04 April 2012 | Martinique
Heidi / Pleasant weather
Once a year, when I was young, we were given a very large box of assorted chocolates called the "Whitman's Sampler." The box was filled with a multitude of chocolate surprises: a peanut cluster, chocolate covered toffee, mints, almonds, caramels and other delicacies. You often didn't know what you were getting until you took a risk, chose your piece and tasted it. I still remember my first discovery of the large piece with the rounded top which when I bit into it revealed a delicious syrupy cherry. I never met Whitman yet I thought he must be very special to have so many delightful confections made for him.
In a very small way, discovering the Caribbean Islands by sailboat is a bit like the travel-seeker's Whitman's Sampler - the best assortment for adventure. There are so many different countries, people, histories, stories, landscapes, coves and harbors to discover. Each is different and perhaps better than the last in many ways. And, the only way to really get to know them is to take a risk and taste what each island and its people have to offer you.
The other day, for example, we took a risk and left the peaceful anchorage of St. Pierre on the Northwestern side of Martinique to venture south of her capital, Fort du France. There we found a pretty little cove named Anse Noire, meaning small black bay. The head of the cove revealed a large cluster of palm tress creating a strikingly beautiful background to the colorful red brown rocks. The cliff edges that formed the cove rose sharply from the sea and were covered with lush green vegetation. Small brown birds, kingfishers, flew along the cliffs and disappeared into black holes along the sides. And if that wasn't idyllic enough, bright yellow butterflies flitted lazily across the topsides of our boat making the whole experience seem like a wonderful dream.
Shortly after we arrived a small wooden fishing skiff came into the cove and made its way to the northwestern edge, about 100 feet in front of us.
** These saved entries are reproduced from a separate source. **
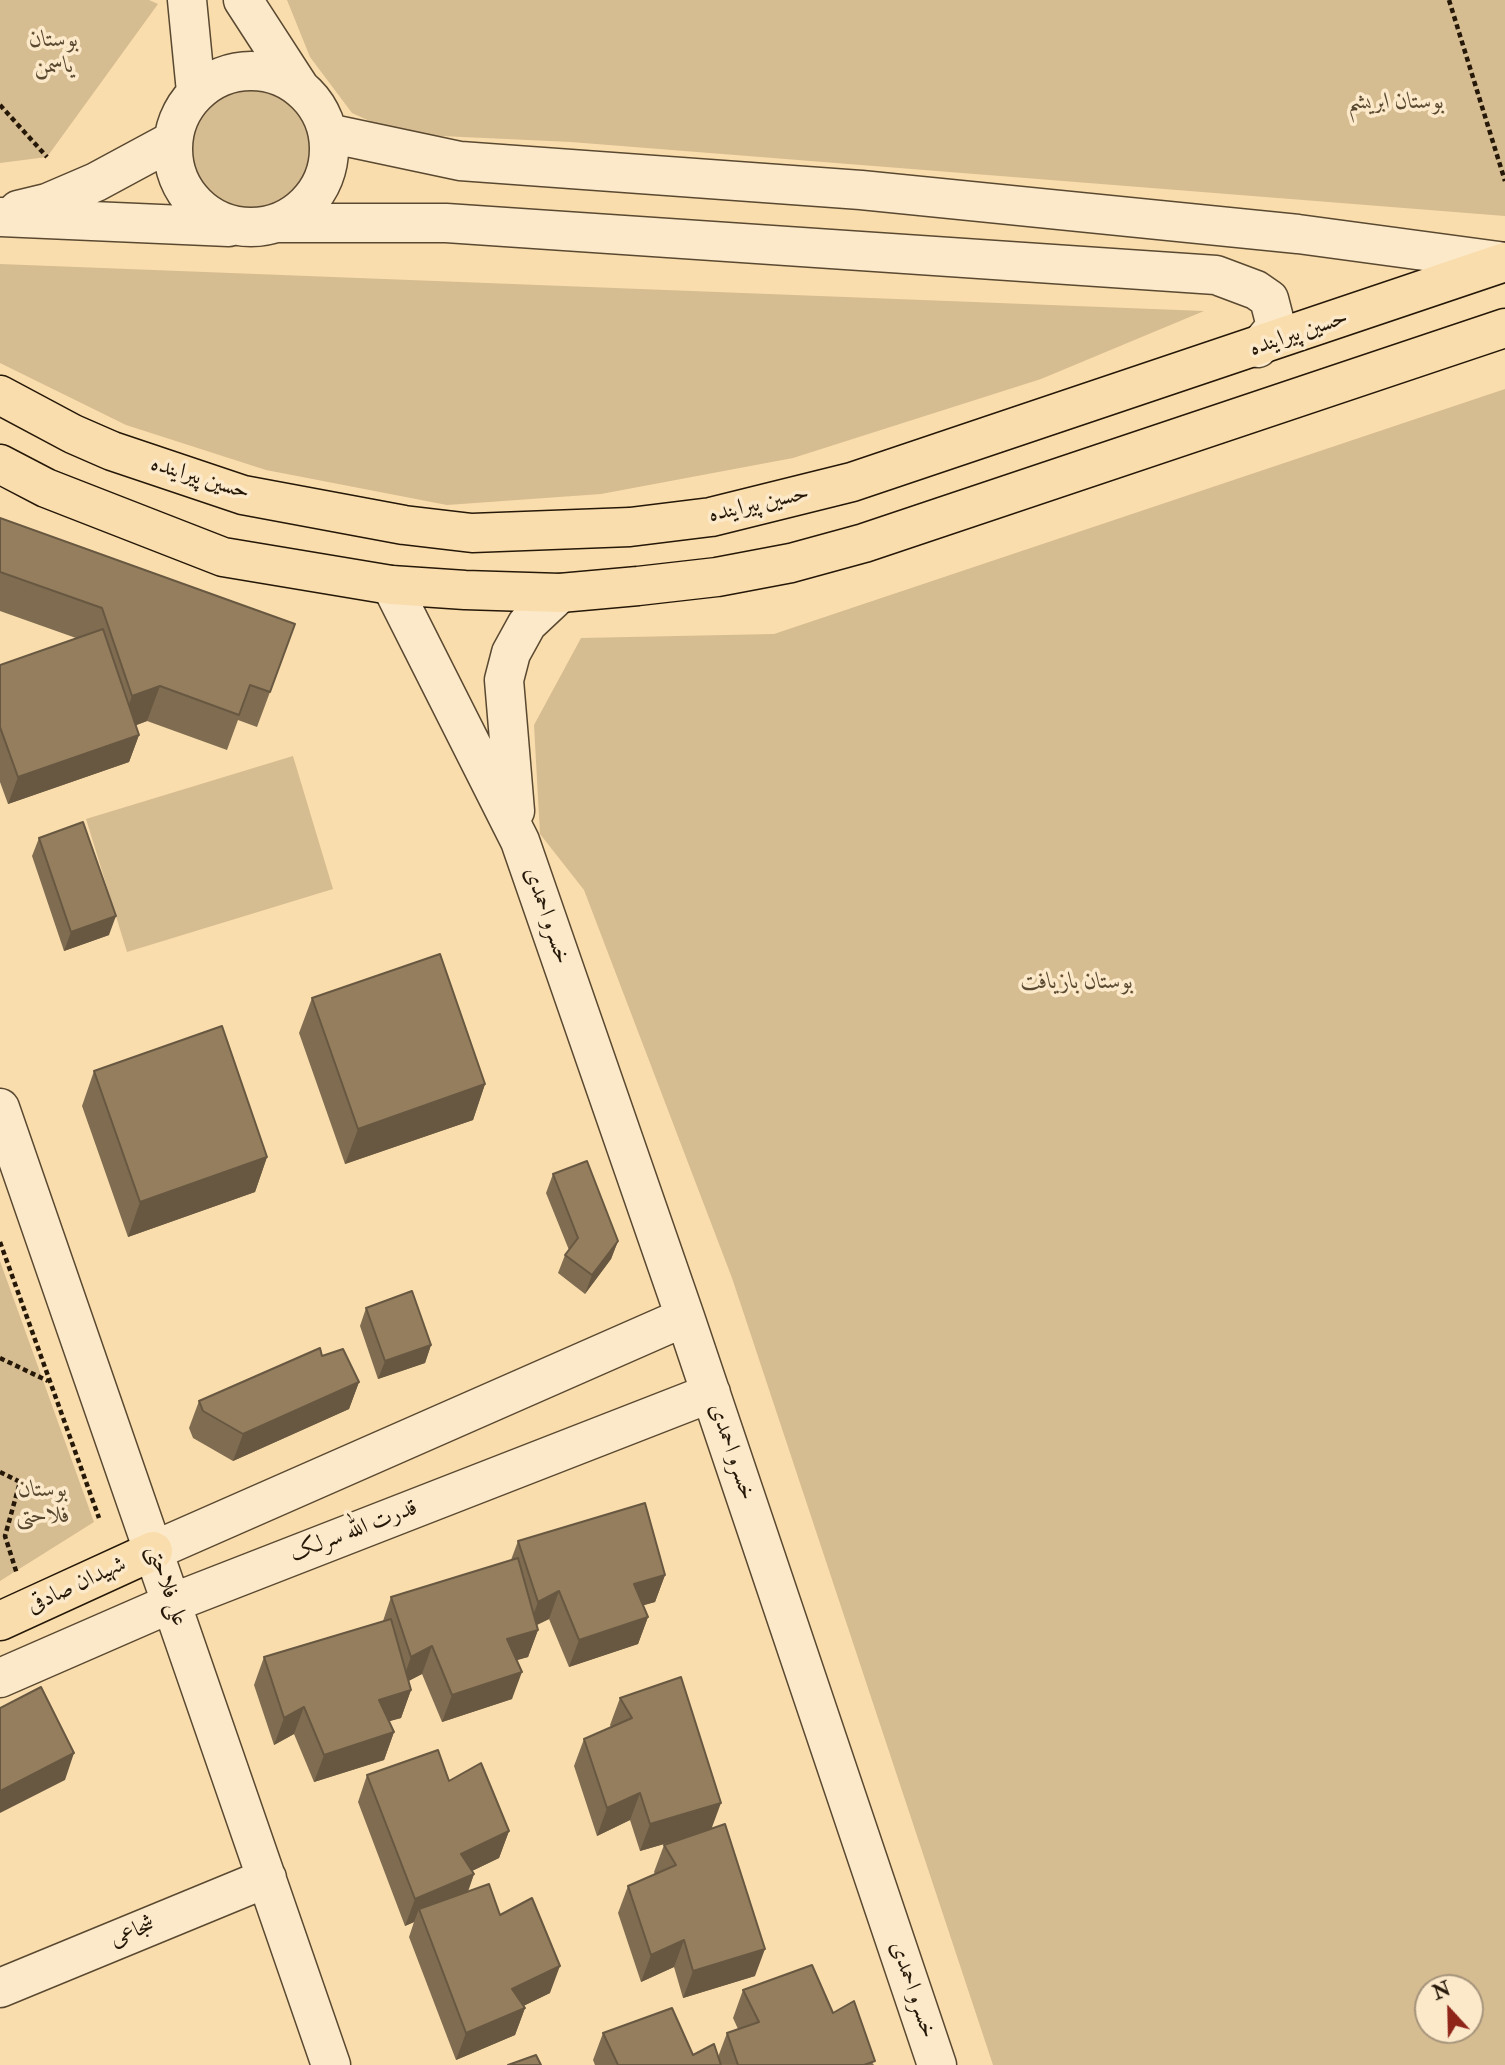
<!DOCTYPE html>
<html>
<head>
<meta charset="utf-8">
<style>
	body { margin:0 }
	#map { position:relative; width:1505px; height:2065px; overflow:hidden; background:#faddad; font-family:"IM FELL Double Pica",serif }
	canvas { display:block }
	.north { position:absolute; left:1414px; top:1974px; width:70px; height:70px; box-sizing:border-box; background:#fce9ca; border:2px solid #a6957c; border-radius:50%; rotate:338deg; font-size:19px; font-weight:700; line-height:28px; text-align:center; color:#251808 }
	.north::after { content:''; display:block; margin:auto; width:24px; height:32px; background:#8f2418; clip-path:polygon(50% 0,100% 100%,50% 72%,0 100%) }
</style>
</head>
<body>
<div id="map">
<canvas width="1505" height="2065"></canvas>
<div class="north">N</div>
</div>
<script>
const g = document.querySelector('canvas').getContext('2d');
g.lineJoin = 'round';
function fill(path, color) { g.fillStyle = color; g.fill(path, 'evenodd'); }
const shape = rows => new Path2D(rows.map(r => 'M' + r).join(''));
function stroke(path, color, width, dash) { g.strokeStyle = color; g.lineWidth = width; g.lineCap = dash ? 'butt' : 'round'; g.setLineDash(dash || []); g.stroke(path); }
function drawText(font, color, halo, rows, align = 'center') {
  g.font = font + ' "IM FELL Double Pica",Amiri,serif'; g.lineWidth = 7; g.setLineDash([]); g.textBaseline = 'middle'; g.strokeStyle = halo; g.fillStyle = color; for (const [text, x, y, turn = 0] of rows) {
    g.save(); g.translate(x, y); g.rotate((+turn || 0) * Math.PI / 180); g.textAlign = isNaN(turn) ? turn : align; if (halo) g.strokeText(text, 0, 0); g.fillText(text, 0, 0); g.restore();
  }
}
fill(shape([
	[0,0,149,0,158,4,47,157,0,163],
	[287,0,1505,0,1505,216,571,142,398,134,352,113,310,57],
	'182 149a70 70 0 1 1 140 0a70 70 0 1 1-140 0Z',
	[0,264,1204,311,1041,379,793,458,601,494,447,505,266,470,126,425,0,363],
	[1505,389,1505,2065,993,2065,732,1278,584,890,540,834,534,725,581,638,774,634],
	[1428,1988,1470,1988,1470,2030,1428,2030],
	[293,756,333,889,127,952,86,819],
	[0,1261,94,1522,0,1581]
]), '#d6bc91');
const minor = shape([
	[187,0,196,92],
	[243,0,300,88],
	'173 149a78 78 0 1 1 156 0a78 78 0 1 1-156 0Z',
	[328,133,460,161,861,190,1298,234,1505,262],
	[18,210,47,203,96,182,172,141],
	[0,217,229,227],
	[278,223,446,223,1216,275,1256,290,1269,299,1276,326,1258,348],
	[391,585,520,841,685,1317,937,2065],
	[515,811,504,680,511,653,527,624,560,593],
	[0,1108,331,2065],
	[153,1551,685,1317],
	[0,1678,172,1603,711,1393],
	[0,1988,267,1878]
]);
const major = shape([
	[0,395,73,434,112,451,243,495,404,525,472,533,630,527,711,517,852,482,1505,262],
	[0,464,46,488,223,557,391,585,465,590,560,593,638,586,717,577,791,563,864,543,1505,328],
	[0,1621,153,1551]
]);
stroke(minor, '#5a4931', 41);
stroke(major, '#251808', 41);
stroke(shape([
	[1449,0,1505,181],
	[0,105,47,157],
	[0,1242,99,1518],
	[0,1358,48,1381],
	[0,1472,20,1482,5,1536,17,1574]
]), '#251808', 4.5, [5, 3.5]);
stroke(minor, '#fce9ca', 38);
stroke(major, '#faddad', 38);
fill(shape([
	[0,518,270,692,257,727,238,720,227,750,147,721,136,725,139,735,129,762,8,804,0,782,0,665,76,638,0,611],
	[39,838,109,935,64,951,32,856],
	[312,998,485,1084,473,1120,345,1164,299,1033],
	[94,1071,267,1157,255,1192,128,1237,82,1106],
	[553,1174,618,1241,611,1259,585,1294,558,1273,565,1255,569,1250,546,1193],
	[366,1308,431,1345,425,1363,378,1379,360,1326],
	[322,1356,359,1382,349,1409,233,1461,193,1438,189,1428,199,1401],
	[518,1541,665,1575,655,1602,643,1605,648,1617,638,1644,569,1667,549,1619,537,1625,538,1630,528,1657,516,1660,512,1699,442,1722,422,1674,408,1681,411,1690,401,1718,389,1721,394,1732,384,1760,314,1782,294,1734,274,1745,254,1685,264,1657,383,1621,391,1597,511,1560],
	[620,1698,712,1828,755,1976,683,1998,674,1967,641,1982,618,1913,628,1886,655,1874,654,1872,664,1845,682,1839,640,1851,630,1820,597,1836,574,1766,584,1739,611,1727,610,1725],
	[367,1775,509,1831,499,1858,472,1871,474,1874,468,1892,500,1915,550,1993,523,2006,525,2008,515,2035,456,2060,409,1937,414,1922,405,1926,358,1802],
	[743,1990,833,2013,874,2065,595,2065,593,2060,603,2033,693,2055,718,2057,727,2033,738,2029,733,2018]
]), '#7f6c51');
fill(shape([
	[160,686,147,721,119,732,132,696],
	[139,735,129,762,8,804,18,777],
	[116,916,109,935,64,951,71,932],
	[485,1084,473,1120,345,1164,358,1129],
	[267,1157,255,1192,128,1237,140,1202],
	[618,1241,611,1259,585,1294,592,1275],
	[431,1345,425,1363,378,1379,385,1361],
	[359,1382,349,1409,233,1461,243,1434],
	[665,1575,655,1602,624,1611,634,1584],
	[559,1591,549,1619,528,1629,538,1602],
	[648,1617,638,1644,569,1667,579,1640],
	[538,1630,528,1657,497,1666,507,1639],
	[432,1646,422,1674,401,1685,411,1657],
	[522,1672,512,1699,442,1722,452,1695],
	[411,1690,401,1718,369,1727,379,1700],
	[304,1707,294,1734,274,1745,284,1718],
	[394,1732,384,1760,314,1782,324,1755],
	[74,1753,65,1780,0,1813,0,1791],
	[640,1793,630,1820,597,1836,607,1808],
	[721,1803,711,1830,640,1851,650,1824],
	[509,1831,499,1858,451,1881,461,1854],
	[474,1874,464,1901,419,1909,414,1922,405,1926,415,1899],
	[684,1940,674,1967,641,1982,651,1955],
	[765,1949,755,1976,683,1998,693,1971],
	[560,1966,550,1993,503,2016,512,1989],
	[525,2008,515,2035,456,2060,466,2033]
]), '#685842');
const building = shape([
	[0,518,295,624,270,692,250,685,239,715,160,686,132,696,102,608,0,572,0,518],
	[103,629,139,735,18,777,0,727,0,665,103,629],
	[83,822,116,916,71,932,39,838,83,822],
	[440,954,485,1084,358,1129,312,998,440,954],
	[222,1026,267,1157,140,1202,94,1071,222,1026],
	[587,1161,618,1241,592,1275,565,1255,578,1238,553,1174,587,1161],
	[412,1291,431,1345,385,1361,366,1308,412,1291],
	[320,1348,322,1356,343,1349,359,1382,243,1434,203,1411,199,1401,320,1348],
	[645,1503,665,1575,634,1584,648,1617,579,1640,559,1591,538,1602,518,1541,645,1503],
	[518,1558,538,1630,507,1639,522,1672,452,1695,432,1646,411,1657,391,1597,518,1558],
	[391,1619,411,1690,379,1700,394,1732,324,1755,304,1707,284,1718,264,1657,391,1619],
	[681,1677,721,1803,650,1824,640,1793,607,1808,584,1739,632,1718,620,1698,681,1677],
	[41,1687,74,1753,0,1791,0,1708,41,1687],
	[438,1750,449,1781,481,1763,509,1831,461,1854,474,1874,415,1899,367,1775,438,1750],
	[725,1824,765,1949,693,1971,684,1940,651,1955,628,1886,676,1865,664,1845,725,1824],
	[489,1884,500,1915,532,1898,560,1966,512,1989,525,2008,466,2033,419,1909,489,1884],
	[812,1965,833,2013,854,2001,875,2061,864,2065,738,2065,727,2033,759,2022,743,1990,812,1965],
	[672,2008,693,2055,714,2044,721,2065,618,2065,603,2033,672,2008],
	[536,2055,541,2065,508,2065,536,2055]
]);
fill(building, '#947e5e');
stroke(building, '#685842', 2);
drawText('italic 23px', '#5a4931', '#fce9ca', [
	["بوستان",54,41],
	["یاسمن",54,67],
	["بوستان ابریشم",1396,103],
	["بوستان بازیافت",1077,983],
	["بوستان",43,1491],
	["فلاحتی",43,1517]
]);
drawText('23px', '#251808', '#fce9ca', [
	["حسین پیراینده",1299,334,-19],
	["حسین پیراینده",200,479,17],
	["حسین پیراینده",759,505,-13],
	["خسرو احمدی",546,916,71],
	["خسرو احمدی",731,1452,71],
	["قدرت الله سرلک",354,1532,-21],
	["شهیدان صادقی",77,1586,-25],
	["علی فلاحتی",166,1586,71],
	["شجاعی",133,1933,-22],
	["خسرو احمدی",912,1990,71]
]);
</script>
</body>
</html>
In Martinique the most common fishing vessel is a type of pirogue, a handmade wooden craft about 12 feet long, some are dug out of one large tree. In many of the islands in the southeastern Caribbean the boats are painted in bright colors. This pirogue had varying shades of blue on the outside and bright orange and white inside. The fishermen had carefully painted her name on the side, "Balard Creteil."
The two fishermen maneuvered their craft expertly back and forth along the cliff edge, as if searching for a spot where they might find the largest catch. Stopping not far from our boat they began preparing their net and rolling the large unruly object into a neat, small package. Then "splash" they threw the small package into the air off of the boat and it instantly unrolled to form a circular net spread out in front of them. We then heard a second splash as one of the fisherman dove into the water and began to swim around the outside of the net. The second man who had remained in the boat began to hit the water with a five-foot-long stick as if he were calling to the fish, enticing them to swim into his net.
The swimmer made his way around the net while his partner continued to hit the water for perhaps 15 minutes longer. Then the swimmer clambered back into the boat and the two men began to pull in the net. As they pulled, fish jumped into the center of the net. Soon they had gathered what appeared to be about a 100 small fish. They were clearly pleased with their efforts. What a treat to watch! It was just a few moments in time but it captured the spirit of the day.
Over the last seven months we've had the opportunity to sail down the coast of America from Maine to North Carolina, and through the Eastern Caribbean, to sample a multitude of communities and islands and meet people of many different nationalities and walks of life. It has been a most amazing adventure for which I am grateful. Being on the sea, being somewhat self-sufficient and very much out in the elements, makes me feel fully alive. Capturing thousands of moments like these, around every bend, makes me truly joyful.
Perhaps one of the hardest parts of this journey, other than dropping my son off for his first year of college which was intensely sad, was leaving our jobs, our homes and our friends, and taking the first step. In the United States we seem quite programmed to have jobs and raise families in conventional ways. And while we might appear quite content financially and materially on a world scale, we never seem to have quite enough compared ot our neighbors and peers, so we work harder just to keep up. While a more conventional life may work quite well for some, I wonder how many of us get caught up in what we "should" do, who we "should" be, or importantly how much we "should" make and "should" save for the future, as I did. I also wonder how many of us truly grab the opportunity to realize our true passions.
That evening as we sat in the cockpit, sipping inexpensive but wonderful French wine and savoring the local cheese on a baguette, we watched the glorious colors of the setting sun over the clear blue waters. I feel very grateful both for the experiences of our journey and also for simply taking the risk to begin. Looking out at the endless sky on that starry night, I make a wish that those I love, and anyone who might stumble upon this writing and read it, are listening to their hearts and taking risks to sample life at it's fullest. Relaxing on deck I smile knowing of a few who recently have.